Very often religious motives are read in the campaigns of the Ghurids. However, the view of Prof. K. A. Nizami is that although Ghurid soldiers were Musalmans, they were not the representatives of Islam. While religious sentiments may have motivated their actions, they were largely inspired by political objectives.
The Ghurids employed the same tactics in India which they had applied in Persia and Central Asia. They fought the Hindus and Muslims alike. Most probably, the Ghurid armies were made up of mercenaries.
The view of Poet Saadi was that the Lashkari or professional soldier fought for the wages he got and he did not fight for the King, country or religion. The same view was shared by Mohammad Ghori. Political sagacity and not religious fanaticism and fervor guided their steps. Ibn-i-Asir tells us that even Anhilwara was restored to the Hindu rulers.

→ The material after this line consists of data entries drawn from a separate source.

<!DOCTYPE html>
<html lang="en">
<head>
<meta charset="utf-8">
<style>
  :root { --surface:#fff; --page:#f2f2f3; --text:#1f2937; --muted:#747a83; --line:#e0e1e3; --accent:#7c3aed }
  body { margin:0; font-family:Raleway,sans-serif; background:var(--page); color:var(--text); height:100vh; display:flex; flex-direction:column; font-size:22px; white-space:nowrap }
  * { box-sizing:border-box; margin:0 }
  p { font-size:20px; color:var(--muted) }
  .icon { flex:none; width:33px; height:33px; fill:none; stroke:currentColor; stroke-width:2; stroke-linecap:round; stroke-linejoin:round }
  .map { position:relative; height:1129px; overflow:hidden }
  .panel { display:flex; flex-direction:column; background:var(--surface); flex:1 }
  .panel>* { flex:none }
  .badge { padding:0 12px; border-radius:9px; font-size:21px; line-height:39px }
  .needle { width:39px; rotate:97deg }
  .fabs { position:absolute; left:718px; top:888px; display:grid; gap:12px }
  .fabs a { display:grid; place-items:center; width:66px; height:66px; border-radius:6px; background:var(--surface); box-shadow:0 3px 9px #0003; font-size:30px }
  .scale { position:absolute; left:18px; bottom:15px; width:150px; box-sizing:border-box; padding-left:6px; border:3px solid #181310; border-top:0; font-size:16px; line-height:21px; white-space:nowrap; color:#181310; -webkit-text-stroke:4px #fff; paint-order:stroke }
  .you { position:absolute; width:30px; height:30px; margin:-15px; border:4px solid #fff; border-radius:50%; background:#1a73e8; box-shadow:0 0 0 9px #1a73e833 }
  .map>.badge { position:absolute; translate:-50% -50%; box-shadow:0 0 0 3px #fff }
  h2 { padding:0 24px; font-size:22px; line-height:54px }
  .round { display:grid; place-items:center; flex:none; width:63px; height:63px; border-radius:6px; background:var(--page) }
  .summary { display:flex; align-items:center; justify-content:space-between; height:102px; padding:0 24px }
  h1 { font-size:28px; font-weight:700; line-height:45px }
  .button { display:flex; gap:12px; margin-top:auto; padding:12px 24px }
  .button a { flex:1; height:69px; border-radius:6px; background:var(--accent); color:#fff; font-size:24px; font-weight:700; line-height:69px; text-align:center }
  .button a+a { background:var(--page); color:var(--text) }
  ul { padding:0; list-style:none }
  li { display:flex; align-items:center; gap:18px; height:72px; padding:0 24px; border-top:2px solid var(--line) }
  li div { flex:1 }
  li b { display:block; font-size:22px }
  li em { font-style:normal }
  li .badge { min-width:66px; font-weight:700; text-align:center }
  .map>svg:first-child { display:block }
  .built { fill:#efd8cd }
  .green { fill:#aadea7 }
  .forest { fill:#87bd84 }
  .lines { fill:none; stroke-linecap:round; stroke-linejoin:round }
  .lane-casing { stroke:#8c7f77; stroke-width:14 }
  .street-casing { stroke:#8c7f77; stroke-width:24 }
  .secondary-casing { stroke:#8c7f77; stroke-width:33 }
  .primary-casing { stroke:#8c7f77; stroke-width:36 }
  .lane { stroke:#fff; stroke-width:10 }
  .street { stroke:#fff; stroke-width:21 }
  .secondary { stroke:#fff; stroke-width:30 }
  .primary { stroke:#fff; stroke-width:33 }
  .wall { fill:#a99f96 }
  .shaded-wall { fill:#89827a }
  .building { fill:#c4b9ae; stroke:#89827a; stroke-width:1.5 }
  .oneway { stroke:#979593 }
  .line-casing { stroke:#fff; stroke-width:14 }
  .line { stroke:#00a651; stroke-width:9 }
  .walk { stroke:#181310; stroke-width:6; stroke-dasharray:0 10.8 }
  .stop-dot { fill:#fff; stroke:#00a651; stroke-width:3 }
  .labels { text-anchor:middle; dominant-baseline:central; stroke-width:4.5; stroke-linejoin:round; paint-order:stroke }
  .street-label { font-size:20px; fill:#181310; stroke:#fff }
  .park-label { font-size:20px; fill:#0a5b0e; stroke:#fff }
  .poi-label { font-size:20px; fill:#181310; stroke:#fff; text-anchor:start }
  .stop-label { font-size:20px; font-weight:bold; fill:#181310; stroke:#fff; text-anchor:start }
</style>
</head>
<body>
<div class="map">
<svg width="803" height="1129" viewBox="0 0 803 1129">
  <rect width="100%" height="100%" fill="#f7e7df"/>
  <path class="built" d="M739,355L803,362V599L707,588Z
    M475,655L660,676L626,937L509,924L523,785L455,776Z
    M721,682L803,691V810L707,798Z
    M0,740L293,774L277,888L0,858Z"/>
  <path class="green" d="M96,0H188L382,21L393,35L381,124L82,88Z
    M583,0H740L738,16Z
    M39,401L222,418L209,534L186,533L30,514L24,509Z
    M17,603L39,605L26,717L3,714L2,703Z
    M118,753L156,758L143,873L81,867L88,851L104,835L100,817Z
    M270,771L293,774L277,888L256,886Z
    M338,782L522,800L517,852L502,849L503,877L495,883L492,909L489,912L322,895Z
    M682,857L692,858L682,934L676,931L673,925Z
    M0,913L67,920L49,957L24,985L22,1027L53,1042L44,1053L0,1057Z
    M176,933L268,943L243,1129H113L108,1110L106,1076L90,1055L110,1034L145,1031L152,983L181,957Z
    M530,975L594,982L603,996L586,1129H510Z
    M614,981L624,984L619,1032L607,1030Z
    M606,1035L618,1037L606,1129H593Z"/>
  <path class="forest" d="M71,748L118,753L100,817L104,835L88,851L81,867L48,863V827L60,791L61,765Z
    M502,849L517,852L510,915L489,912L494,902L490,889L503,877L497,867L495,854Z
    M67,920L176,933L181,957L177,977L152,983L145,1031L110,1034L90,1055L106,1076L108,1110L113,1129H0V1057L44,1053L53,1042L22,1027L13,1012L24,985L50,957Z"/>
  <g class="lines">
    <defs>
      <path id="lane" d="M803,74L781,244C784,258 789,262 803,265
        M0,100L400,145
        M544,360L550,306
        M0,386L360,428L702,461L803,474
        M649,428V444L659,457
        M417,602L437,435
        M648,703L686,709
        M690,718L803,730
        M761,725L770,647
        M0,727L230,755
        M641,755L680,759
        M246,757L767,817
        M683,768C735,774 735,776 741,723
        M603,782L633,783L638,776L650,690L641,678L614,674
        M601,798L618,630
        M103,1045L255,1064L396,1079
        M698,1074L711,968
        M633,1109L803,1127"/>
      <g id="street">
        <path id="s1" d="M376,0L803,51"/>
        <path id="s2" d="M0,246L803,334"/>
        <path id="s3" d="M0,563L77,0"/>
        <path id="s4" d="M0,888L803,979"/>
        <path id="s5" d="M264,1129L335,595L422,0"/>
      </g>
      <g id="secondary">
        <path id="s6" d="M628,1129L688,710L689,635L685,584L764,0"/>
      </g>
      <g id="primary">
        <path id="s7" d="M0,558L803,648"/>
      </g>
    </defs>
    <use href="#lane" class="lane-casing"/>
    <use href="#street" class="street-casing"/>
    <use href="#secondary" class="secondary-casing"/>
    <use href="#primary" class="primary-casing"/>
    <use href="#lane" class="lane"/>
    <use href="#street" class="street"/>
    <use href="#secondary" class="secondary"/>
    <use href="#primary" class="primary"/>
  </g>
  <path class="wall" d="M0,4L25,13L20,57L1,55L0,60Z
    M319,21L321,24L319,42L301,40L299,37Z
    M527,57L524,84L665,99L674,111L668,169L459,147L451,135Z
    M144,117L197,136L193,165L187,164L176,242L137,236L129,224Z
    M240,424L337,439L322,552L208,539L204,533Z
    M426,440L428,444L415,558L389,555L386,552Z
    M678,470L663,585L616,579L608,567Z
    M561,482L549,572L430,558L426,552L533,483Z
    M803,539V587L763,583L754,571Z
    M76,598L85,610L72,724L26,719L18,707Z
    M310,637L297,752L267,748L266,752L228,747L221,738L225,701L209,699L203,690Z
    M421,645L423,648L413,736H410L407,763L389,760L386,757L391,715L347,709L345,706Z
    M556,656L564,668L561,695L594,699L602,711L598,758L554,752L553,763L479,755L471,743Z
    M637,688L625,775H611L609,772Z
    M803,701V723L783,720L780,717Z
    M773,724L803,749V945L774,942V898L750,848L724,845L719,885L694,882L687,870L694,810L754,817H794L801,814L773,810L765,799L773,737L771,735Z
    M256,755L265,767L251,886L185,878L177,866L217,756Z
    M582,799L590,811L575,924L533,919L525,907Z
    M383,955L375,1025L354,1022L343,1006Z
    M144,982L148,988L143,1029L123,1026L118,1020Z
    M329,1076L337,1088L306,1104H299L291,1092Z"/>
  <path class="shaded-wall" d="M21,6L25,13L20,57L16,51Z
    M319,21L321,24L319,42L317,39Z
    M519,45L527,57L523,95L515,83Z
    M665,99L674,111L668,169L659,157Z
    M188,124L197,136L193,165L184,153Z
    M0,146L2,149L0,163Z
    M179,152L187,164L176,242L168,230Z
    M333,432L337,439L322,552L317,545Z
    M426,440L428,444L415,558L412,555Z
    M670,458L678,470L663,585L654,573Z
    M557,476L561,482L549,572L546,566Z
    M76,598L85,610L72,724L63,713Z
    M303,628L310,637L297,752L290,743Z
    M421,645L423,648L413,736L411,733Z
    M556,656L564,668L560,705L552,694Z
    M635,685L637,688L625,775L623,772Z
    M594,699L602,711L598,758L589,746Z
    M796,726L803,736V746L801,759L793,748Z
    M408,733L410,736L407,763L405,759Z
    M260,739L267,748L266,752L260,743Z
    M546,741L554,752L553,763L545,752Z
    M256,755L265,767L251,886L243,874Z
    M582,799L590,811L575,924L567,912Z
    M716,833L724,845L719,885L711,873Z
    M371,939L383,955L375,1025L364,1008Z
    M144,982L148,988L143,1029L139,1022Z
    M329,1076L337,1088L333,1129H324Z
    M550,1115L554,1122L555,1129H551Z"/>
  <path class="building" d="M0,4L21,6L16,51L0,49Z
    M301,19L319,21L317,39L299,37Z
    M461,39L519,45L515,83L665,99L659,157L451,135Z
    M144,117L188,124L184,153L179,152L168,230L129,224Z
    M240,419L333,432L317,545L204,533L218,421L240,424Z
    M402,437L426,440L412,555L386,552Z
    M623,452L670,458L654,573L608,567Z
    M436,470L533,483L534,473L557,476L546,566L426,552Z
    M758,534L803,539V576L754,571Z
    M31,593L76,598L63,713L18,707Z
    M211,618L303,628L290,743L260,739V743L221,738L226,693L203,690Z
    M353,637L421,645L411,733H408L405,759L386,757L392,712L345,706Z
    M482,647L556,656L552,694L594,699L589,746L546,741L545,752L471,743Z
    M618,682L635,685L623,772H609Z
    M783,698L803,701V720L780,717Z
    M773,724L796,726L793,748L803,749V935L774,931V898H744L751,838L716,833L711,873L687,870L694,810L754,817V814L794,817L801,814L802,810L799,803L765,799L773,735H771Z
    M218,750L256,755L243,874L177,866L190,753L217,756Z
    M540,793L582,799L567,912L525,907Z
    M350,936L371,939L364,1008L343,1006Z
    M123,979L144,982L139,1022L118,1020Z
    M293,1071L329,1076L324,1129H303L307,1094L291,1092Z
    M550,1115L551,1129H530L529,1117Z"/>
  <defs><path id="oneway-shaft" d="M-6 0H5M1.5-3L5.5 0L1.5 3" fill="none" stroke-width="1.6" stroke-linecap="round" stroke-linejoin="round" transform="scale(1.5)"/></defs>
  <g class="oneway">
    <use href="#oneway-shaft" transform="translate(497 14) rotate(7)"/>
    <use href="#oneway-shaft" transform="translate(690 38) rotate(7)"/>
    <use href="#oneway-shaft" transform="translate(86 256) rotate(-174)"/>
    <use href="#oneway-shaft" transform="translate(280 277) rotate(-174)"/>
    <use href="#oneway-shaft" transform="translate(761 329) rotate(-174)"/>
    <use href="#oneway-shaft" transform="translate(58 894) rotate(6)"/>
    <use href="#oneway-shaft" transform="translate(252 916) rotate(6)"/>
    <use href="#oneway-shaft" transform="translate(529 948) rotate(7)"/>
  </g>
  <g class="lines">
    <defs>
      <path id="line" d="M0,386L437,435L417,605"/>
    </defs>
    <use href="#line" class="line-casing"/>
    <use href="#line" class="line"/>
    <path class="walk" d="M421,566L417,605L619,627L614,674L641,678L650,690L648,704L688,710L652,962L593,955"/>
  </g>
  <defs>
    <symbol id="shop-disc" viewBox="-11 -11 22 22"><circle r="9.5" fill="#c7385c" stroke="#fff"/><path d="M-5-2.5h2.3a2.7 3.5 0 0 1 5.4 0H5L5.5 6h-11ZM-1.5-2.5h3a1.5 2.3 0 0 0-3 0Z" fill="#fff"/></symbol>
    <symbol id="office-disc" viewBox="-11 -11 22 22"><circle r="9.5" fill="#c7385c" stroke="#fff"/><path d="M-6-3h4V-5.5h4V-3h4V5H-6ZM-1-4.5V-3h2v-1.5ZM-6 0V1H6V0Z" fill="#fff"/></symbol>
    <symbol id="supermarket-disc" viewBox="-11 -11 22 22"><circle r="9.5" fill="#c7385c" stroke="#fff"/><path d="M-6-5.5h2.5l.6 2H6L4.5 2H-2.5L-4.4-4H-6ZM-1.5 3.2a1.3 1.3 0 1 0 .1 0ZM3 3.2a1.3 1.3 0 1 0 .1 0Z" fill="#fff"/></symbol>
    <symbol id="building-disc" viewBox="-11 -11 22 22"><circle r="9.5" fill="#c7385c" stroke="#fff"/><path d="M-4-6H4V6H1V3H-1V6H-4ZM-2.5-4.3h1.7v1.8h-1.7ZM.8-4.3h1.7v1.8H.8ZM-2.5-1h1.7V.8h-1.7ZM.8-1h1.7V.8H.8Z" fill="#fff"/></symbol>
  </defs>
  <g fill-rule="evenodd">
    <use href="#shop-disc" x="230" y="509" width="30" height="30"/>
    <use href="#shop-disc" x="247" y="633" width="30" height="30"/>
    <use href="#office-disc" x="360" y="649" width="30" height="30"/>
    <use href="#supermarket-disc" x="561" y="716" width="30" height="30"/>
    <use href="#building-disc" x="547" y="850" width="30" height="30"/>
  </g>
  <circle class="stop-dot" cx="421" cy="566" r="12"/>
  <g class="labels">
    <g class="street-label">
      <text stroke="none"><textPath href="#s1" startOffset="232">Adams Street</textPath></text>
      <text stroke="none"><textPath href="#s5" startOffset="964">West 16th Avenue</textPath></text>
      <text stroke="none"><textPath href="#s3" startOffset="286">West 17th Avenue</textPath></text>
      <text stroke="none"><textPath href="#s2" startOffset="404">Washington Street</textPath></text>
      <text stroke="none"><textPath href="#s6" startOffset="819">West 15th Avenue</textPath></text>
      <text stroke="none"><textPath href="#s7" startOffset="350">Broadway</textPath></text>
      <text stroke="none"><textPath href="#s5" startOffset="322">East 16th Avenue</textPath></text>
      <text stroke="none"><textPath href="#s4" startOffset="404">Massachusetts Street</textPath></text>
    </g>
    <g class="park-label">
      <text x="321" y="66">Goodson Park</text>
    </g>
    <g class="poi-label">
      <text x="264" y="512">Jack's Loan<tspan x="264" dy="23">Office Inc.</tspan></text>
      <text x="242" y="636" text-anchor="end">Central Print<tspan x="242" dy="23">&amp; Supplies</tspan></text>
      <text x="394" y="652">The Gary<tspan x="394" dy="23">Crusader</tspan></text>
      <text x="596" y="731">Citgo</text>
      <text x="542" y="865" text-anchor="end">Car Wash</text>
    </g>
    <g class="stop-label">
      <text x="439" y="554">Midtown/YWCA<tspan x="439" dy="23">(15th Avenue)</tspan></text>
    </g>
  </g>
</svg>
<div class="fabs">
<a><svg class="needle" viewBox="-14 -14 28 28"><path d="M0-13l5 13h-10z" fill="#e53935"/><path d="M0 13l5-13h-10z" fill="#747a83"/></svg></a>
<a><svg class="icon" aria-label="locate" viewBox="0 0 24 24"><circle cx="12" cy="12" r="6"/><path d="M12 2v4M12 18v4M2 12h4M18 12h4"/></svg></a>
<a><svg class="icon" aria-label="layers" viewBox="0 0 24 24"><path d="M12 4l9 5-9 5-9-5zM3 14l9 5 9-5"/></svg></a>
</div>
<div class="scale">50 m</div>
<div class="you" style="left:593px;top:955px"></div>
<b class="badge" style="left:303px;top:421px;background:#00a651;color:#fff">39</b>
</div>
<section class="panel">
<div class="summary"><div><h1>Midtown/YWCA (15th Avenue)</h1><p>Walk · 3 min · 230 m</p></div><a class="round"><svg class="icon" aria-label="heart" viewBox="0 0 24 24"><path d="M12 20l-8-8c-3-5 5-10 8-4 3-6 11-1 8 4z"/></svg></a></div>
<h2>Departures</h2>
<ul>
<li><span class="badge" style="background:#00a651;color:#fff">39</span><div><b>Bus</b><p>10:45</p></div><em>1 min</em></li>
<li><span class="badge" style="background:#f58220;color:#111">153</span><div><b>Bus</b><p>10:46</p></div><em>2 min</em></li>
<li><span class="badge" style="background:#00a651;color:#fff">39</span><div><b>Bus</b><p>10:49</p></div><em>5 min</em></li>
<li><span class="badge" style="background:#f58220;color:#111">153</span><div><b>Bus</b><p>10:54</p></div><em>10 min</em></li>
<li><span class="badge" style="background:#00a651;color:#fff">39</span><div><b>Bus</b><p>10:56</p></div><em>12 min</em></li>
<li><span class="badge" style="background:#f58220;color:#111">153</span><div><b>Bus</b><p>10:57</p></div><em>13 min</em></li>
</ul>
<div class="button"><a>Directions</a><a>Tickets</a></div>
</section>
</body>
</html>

The Ghuried soldiers were not followed by any vindictive measures inspired by religious zeal or fanaticism. They handled every situation in the light of experience and entered into a series of compromises without any religious partiality or prejudice. After conquering Ajmer, Mohammad Ghori did not take over the administration, but gave the same to the son of Prithviraj. When Delhi was conquered, Khanday Rai’s successor was allowed to rule over the territory. When the Chauhans gave trouble to the son of Prithviraj, Aibek decided on direct annexation but compensated the prince by placing him in charge of Ranthambhor.